Although recent debate has centred on prescribing heroin to certain addicts, the real issue is much more basic. Should we aim to help all drug addicts become drugfree? Or is this is an impossible goal, and should we reduce the chaos in people's lives by harm-reduction measures?

There is no neat dividing line between these two stances. Some who are most vocal in support of harm-reduction measures are also the ones who know drug addicts by name, and who represent a lifeline for the human casualties the rest of us hastily walk round on the street and forget.

Some who argue most strongly that methadone must not remain the primary focus of intervention also recognise that methadone has a place in a treatment process.

But perhaps it is most important to ask why as a society we are so accepting of methadone as a solution. The benefits are obvious. Methadone does not involve injecting and therefore reduces the risk of infection from sharing needles. Crime is reduced, as the addict no longer needs to steal to support a habit. Because the highs and lows are less extreme, the addict may even be able to hold down a job.

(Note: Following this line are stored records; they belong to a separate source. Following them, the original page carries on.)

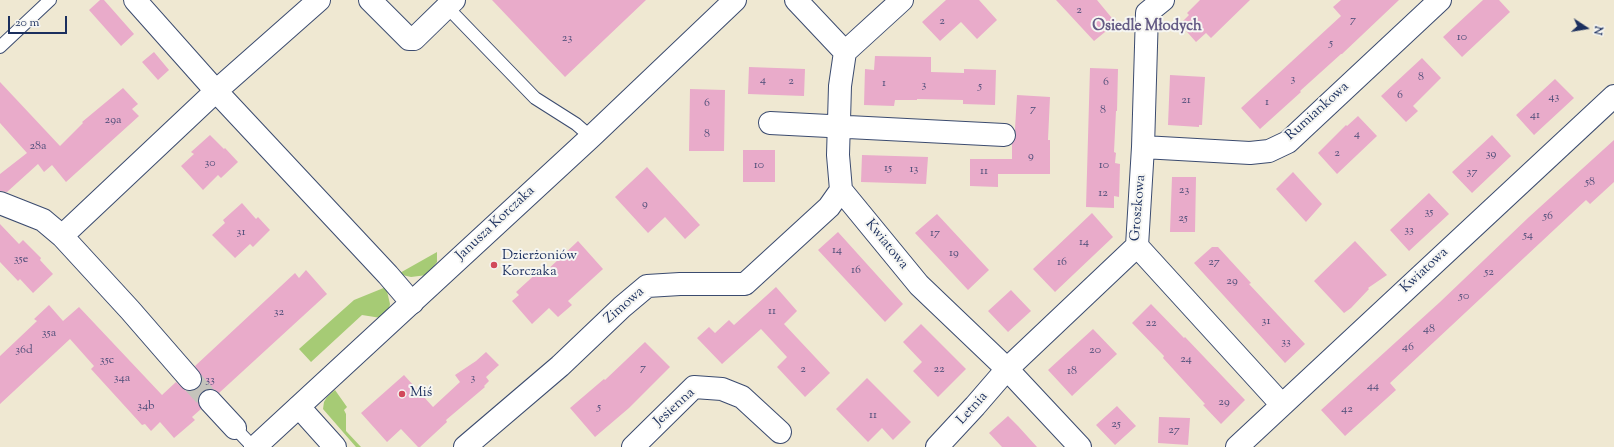 <!DOCTYPE html>
<meta charset="utf-8">
<style>
body{margin:0}
#map{position:relative;width:1614px;height:447px;overflow:hidden;background:#efe8d2;font-family:"Sorts Mill Goudy",serif}
canvas{display:block}
.north{position:absolute;left:1566px;top:8px;width:40px;height:40px;-webkit-text-stroke:3px #f6f6f2;paint-order:stroke;rotate:102deg;font-size:11px;font-weight:700;line-height:16px;text-align:center;color:#1b2f5e}
.north::after{content:'';display:block;margin:auto;width:14px;height:18px;background:#1b2f5e;clip-path:polygon(50% 0,100% 100%,50% 72%,0 100%)}
.scale{position:absolute;left:8px;top:16px;width:59px;height:18px;box-sizing:border-box;border:2px solid #1b2f5e;border-top:0;padding-left:5px;font-size:12px;line-height:14px;white-space:nowrap;color:#1b2f5e;-webkit-text-stroke:3px #f6f6f2;paint-order:stroke}
</style>
<div id="map">
<canvas width="1614" height="447"></canvas>
<div class="north">N</div>
<div class="scale">20 m</div>
</div>
<script>
const c = document.querySelector('canvas').getContext('2d');
c.lineJoin = 'round';
function paint(path, color) { c.fillStyle = color; c.fill(path, 'evenodd'); }
const shape = rows => new Path2D(rows.map(r => 'M' + r).join(''));
function stroke(path, color, width, dash) { c.strokeStyle = color; c.lineWidth = width; c.lineCap = dash ? 'butt' : 'round'; c.setLineDash(dash || []); c.stroke(path); }
function drawText(font, color, halo, rows, align = 'center') {
  c.font = font + ' "Sorts Mill Goudy",serif'; c.lineWidth = 4; c.setLineDash([]); c.textBaseline = 'middle'; c.strokeStyle = halo; c.fillStyle = color; for (const [text, x, y, turn = 0] of rows) {
    c.save(); c.translate(x, y); c.rotate((+turn || 0) * Math.PI / 180); c.textAlign = isNaN(turn) ? turn : align; if (halo) c.strokeText(text, 0, 0); c.fillText(text, 0, 0); c.restore();
  }
}
const green = shape([
 [437,252,437,262,427,275,411,277,398,274],
 [386,287,390,304,389,309,381,318,362,315,311,362,299,349,354,300],
 [335,390,347,407,344,410,346,414,346,431,361,447,356,447,323,409,324,402,327,397]
]);
const building = shape([
 [100,0,104,0,134,34,121,46,89,10],
 [492,0,646,0,565,77],
 [946,0,979,0,997,20,977,39,961,22,940,41,922,22],
 [1056,0,1097,0,1116,23,1094,41],
 [1200,0,1250,0,1211,38,1206,33,1196,42,1180,24,1189,15,1187,13],
 [1341,0,1399,0,1342,54,1341,54,1300,91,1301,92,1260,129,1241,108,1341,16,1333,7],
 [1483,0,1499,0,1510,12,1462,57,1443,37],
 [154,52,169,70,158,80,142,62],
 [875,56,931,57,931,72,964,73,964,69,996,70,995,105,963,104,963,100,917,99,917,100,895,100,894,106,864,105,865,69,874,70],
 [1422,58,1441,78,1413,106,1418,111,1406,122,1381,96],
 [749,67,805,69,804,96,748,94],
 [1090,68,1118,69,1117,111,1116,111,1114,152,1116,153,1115,163,1120,164,1119,197,1114,196,1114,208,1086,207],
 [1170,75,1205,77,1202,125,1199,125,1199,127,1168,125],
 [1555,79,1574,98,1534,135,1516,115],
 [0,82,60,146,83,123,82,122,123,88,138,104,132,109,139,116,66,182,52,165,44,172,38,164,7,192,0,191,0,174,27,153,0,123],
 [690,89,725,90,724,151,689,151],
 [1017,95,1050,97,1048,140,1050,140,1050,174,998,174,998,187,970,186,970,159,1012,159,1012,144,1016,136,1015,129],
 [1358,116,1377,136,1337,174,1318,153,1346,125,1347,126],
 [210,135,224,149,225,148,238,162,221,178,218,175,203,190,181,166,194,154,191,152],
 [1492,135,1511,156,1472,193,1452,172],
 [1614,140,1614,182,1590,204,1586,200,1390,383,1396,390,1345,436,1321,410,1440,302,1529,217],
 [743,150,775,150,775,182,743,182],
 [862,155,928,157,926,184,861,182],
 [647,167,700,225,685,239,665,217,648,233,615,197],
 [1293,172,1322,204,1306,222,1276,189],
 [1172,177,1196,177,1195,232,1170,232],
 [1429,193,1449,214,1409,251,1390,230],
 [242,203,256,219,258,217,270,230,253,247,250,244,235,258,212,235,225,223,223,220],
 [1092,213,1113,237,1055,292,1033,269],
 [937,214,989,270,968,290,915,233],
 [0,224,19,244,23,240,41,258,40,260,53,274,33,293,20,279,18,281,0,262],
 [838,232,903,304,885,322,818,250],
 [578,241,603,269,568,301,572,305,558,317,549,308,532,324,512,301,519,295,516,292,540,270,543,274],
 [1355,241,1387,275,1368,288,1369,289,1351,308,1344,313,1314,281],
 [1212,247,1218,247,1251,283,1249,284,1305,344,1285,363,1194,263],
 [306,270,327,294,219,393,214,389,208,389,201,392,198,398,198,403,201,409,192,417,195,420,174,438,160,422,151,431,145,424,142,425,91,369,94,366,70,339,0,404,0,356,37,321,34,319,49,305,63,321,79,307,162,395,176,382,186,391,193,391,198,389,202,383,202,377,195,366,295,273,299,278],
 [776,287,797,311,784,324,830,373,805,397,777,367,787,357,761,329,722,364,697,338,709,327,715,333,729,320,734,325],
 [1011,290,1031,311,1008,332,988,311],
 [1151,304,1184,338,1185,337,1245,400,1221,424,1203,405,1205,404,1163,358,1164,356,1132,323],
 [921,324,966,369,938,397,913,371,922,362,903,342],
 [1093,329,1117,354,1072,396,1048,370],
 [645,342,670,367,629,408,595,437,570,408,604,379,605,380],
 [486,352,499,365,486,377,489,381,484,386,485,387,446,420,447,422,420,447,418,447,401,429,387,442,361,413,404,375,433,407,460,382,455,375,476,361],
 [867,378,911,422,893,440,882,428,868,442,836,409],
 [1117,406,1136,426,1115,445,1096,425],
 [1008,416,1018,426,1037,447,1002,447,989,433],
 [1159,417,1190,418,1188,445,1158,443]
]);
const streetTunnel = shape([
 [190,379,210,401]
]);
const lane = shape([
 [447,7,535,98,576,124,591,137],
 [0,47,50,0],
 [235,428,253,447]
]);
const street = shape([
 [135,0,216,91,388,275,412,303],
 [370,0,409,39,414,39,454,0],
 [796,0,845,52,840,86,838,155,841,190,919,285,1007,369,1080,447],
 [845,52,902,0],
 [770,123,1004,135],
 [1143,147,1250,153,1269,151,1288,142,1440,0],
 [0,203,43,220,62,236],
 [1137,246,1282,405],
 [190,379,130,310,62,236,216,91,319,0],
 [210,401,235,428],
 [299,407,335,447],
 [465,447,560,366,622,307,647,286,680,284,745,284,829,207,841,190],
 [633,447,694,387,722,389,742,397,780,432],
 [937,447,975,406,1007,369,1137,246,1143,147,1147,13,1163,0],
 [1237,447,1614,96]
]);
const secondary = shape([
 [255,447,591,137,735,0]
]);
const markers = [
 [494,265,4,"#d1495b"],
 [402,394,4,"#d1495b"]
];
const numberNames = [
 ["2",1079,11],
 ["7",1353,21],
 ["2",942,22],
 ["10",1462,38],
 ["23",567,39],
 ["5",1331,44],
 ["8",1421,78],
 ["3",1293,80],
 ["4",763,81],
 ["2",791,82],
 ["6",1106,83],
 ["1",884,84],
 ["3",924,86],
 ["5",980,87],
 ["6",1400,96],
 ["43",1554,98],
 ["21",1186,101],
 ["1",1267,103],
 ["6",707,104],
 ["7",1033,110],
 ["8",1103,111],
 ["41",1535,116],
 ["29a",113,121],
 ["8",707,135],
 ["4",1357,135],
 ["28a",38,147],
 ["2",1337,154],
 ["39",1491,155],
 ["9",1031,157],
 ["30",210,164],
 ["10",759,166],
 ["10",1104,166],
 ["15",888,169],
 ["13",914,170],
 ["11",984,172],
 ["37",1472,173],
 ["58",1590,183],
 ["23",1184,191],
 ["12",1103,194],
 ["9",645,205],
 ["35",1429,213],
 ["56",1548,217],
 ["25",1183,219],
 ["33",1409,231],
 ["31",241,233],
 ["17",935,234],
 ["54",1528,236],
 ["14",1084,243],
 ["14",837,251],
 ["19",954,254],
 ["35e",21,260],
 ["16",1062,263],
 ["27",1214,263],
 ["16",856,271],
 ["52",1489,273],
 ["29",1232,282],
 ["50",1464,297],
 ["11",772,312],
 ["32",279,313],
 ["31",1266,322],
 ["22",1151,324],
 ["48",1429,330],
 ["35a",49,334],
 ["33",1286,343],
 ["46",1408,348],
 ["36d",24,351],
 ["20",1095,351],
 ["24",1186,360],
 ["35c",107,361],
 ["7",643,369],
 ["2",803,370],
 ["22",939,370],
 ["18",1072,372],
 ["34a",122,379],
 ["3",473,379],
 ["33",210,381],
 ["44",1373,387],
 ["29",1224,403],
 ["34b",146,407],
 ["5",599,408],
 ["42",1347,410],
 ["11",873,416],
 ["25",1116,425],
 ["27",1174,431]
];
const streetNames = [
 ["Rumiankowa",1318,112,-42],
 ["Groszkowa",1139,208,-85],
 ["Janusza Korczaka",496,224,-43],
 ["Kwiatowa",886,245,51],
 ["Kwiatowa",1425,271,-43],
 ["Zimowa",625,306,-41],
 ["Jesienna",675,408,-42],
 ["Letnia",973,409,-48]
];
const poiNames = [
 ["Dzierżoniów",502,257],
 ["Korczaka",502,273],
 ["Miś",410,394]
];
const neighbourhoodNames = [
 ["Osiedle Młodych",1147,27]
];
paint(green, '#a6cb75');
paint(building, '#e9abca');
stroke(streetTunnel, '#c5c3bb', 22, [22, 11]);
stroke(lane, '#3b4b6f', 14);
stroke(street, '#3b4b6f', 24);
stroke(secondary, '#3b4b6f', 24);
stroke(lane, '#fff', 12);
stroke(street, '#fff', 22);
stroke(secondary, '#fff', 22);
for (const [x, y, r, color] of markers) { const dot = new Path2D(); dot.arc(x, y, r, 0, 2 * Math.PI); c.fillStyle = color; c.fill(dot); stroke(dot, '#f6f6f2', 1.5); }
drawText('12px', '#4e4e79', null, numberNames);
drawText('14px', '#1b2f5e', '#f6f6f2', streetNames);
drawText('14px', '#1b2f5e', '#f6f6f2', poiNames, 'left');
drawText('bold 15px', '#635a84', '#f6f6f2', neighbourhoodNames);
</script>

Methadone maintenance is not without controversy. People die from methadone overdoses, even though this has become less common since distribution protocols were tightened.

But the central question still returns. Why do we accept so readily the notion of stabilising addicts by using a more addictive drug? Could it be ultimately selfish, because we are happy that there is less chance of our handbags and wallets being snatched, and fewer comatose bodies on the streets?

We still have not dealt in any sense with why people become addicted. Poverty and deprivation are huge factors. Yet arguably there was more poverty in the past than today, although deprivation now is more shameful because we have the means to tackle it.

The rise in addiction rates is very complex, but at least some of it has to do with the loss of meaning and with a feeling of having no place in the scheme of things. It has to do with powerlessness, with feeling overwhelmed by pain which cannot be tolerated without drugs. Why do we not want to look at that basic reality?

PRESCRIBING or not prescribing heroin deals only with those for whom every other intervention has failed. We need a multifaceted approach, which sees prevention, early intervention and treatment as an integrated process.

We are light years from that. The Government is flinging money at the drugs problem, but mostly in capital cost grants. It still remains unwilling to invest in recruiting people to deal patiently, consistently and intensively with the kind of chaotic lives which prompt and sustain drug-taking.

Ponder this. In one deprived area it was found that 194 individuals were being targeted by no fewer than 35 agencies, both State and voluntary. Thirty-five different bodies tapping into the lives of those individuals and their families in a piecemeal and unco-ordinated fashion is ridiculous.

Such an approach fails to acknowledge that there is an organic link between one child's problems with school attendance and his big brother's drug-using. To be fair, the State has acknowledged this by setting up the Integrated Services Project which is designed to iron out such wasteful overlapping services, but much more needs to be done.

There is no magic wand to solve drug addiction, but some practical initiatives could help those most in need. First, we need to increase residential treatment places dramatically, and acknowledge that many people need this intensive structure.

Second, set up a dedicated service for young addicts in Dublin. They hate lining up in Trinity Court with adults and so often won't even go there. Third, build on the detox and therapy programmes available in prison by ensuring that prisoners do not risk going straight back to using drugs because they return to lives with no support and no prospects.

Finally, and perhaps most importantly, we need to start a debate about the nature of the emptiness which afflicts so many people's lives.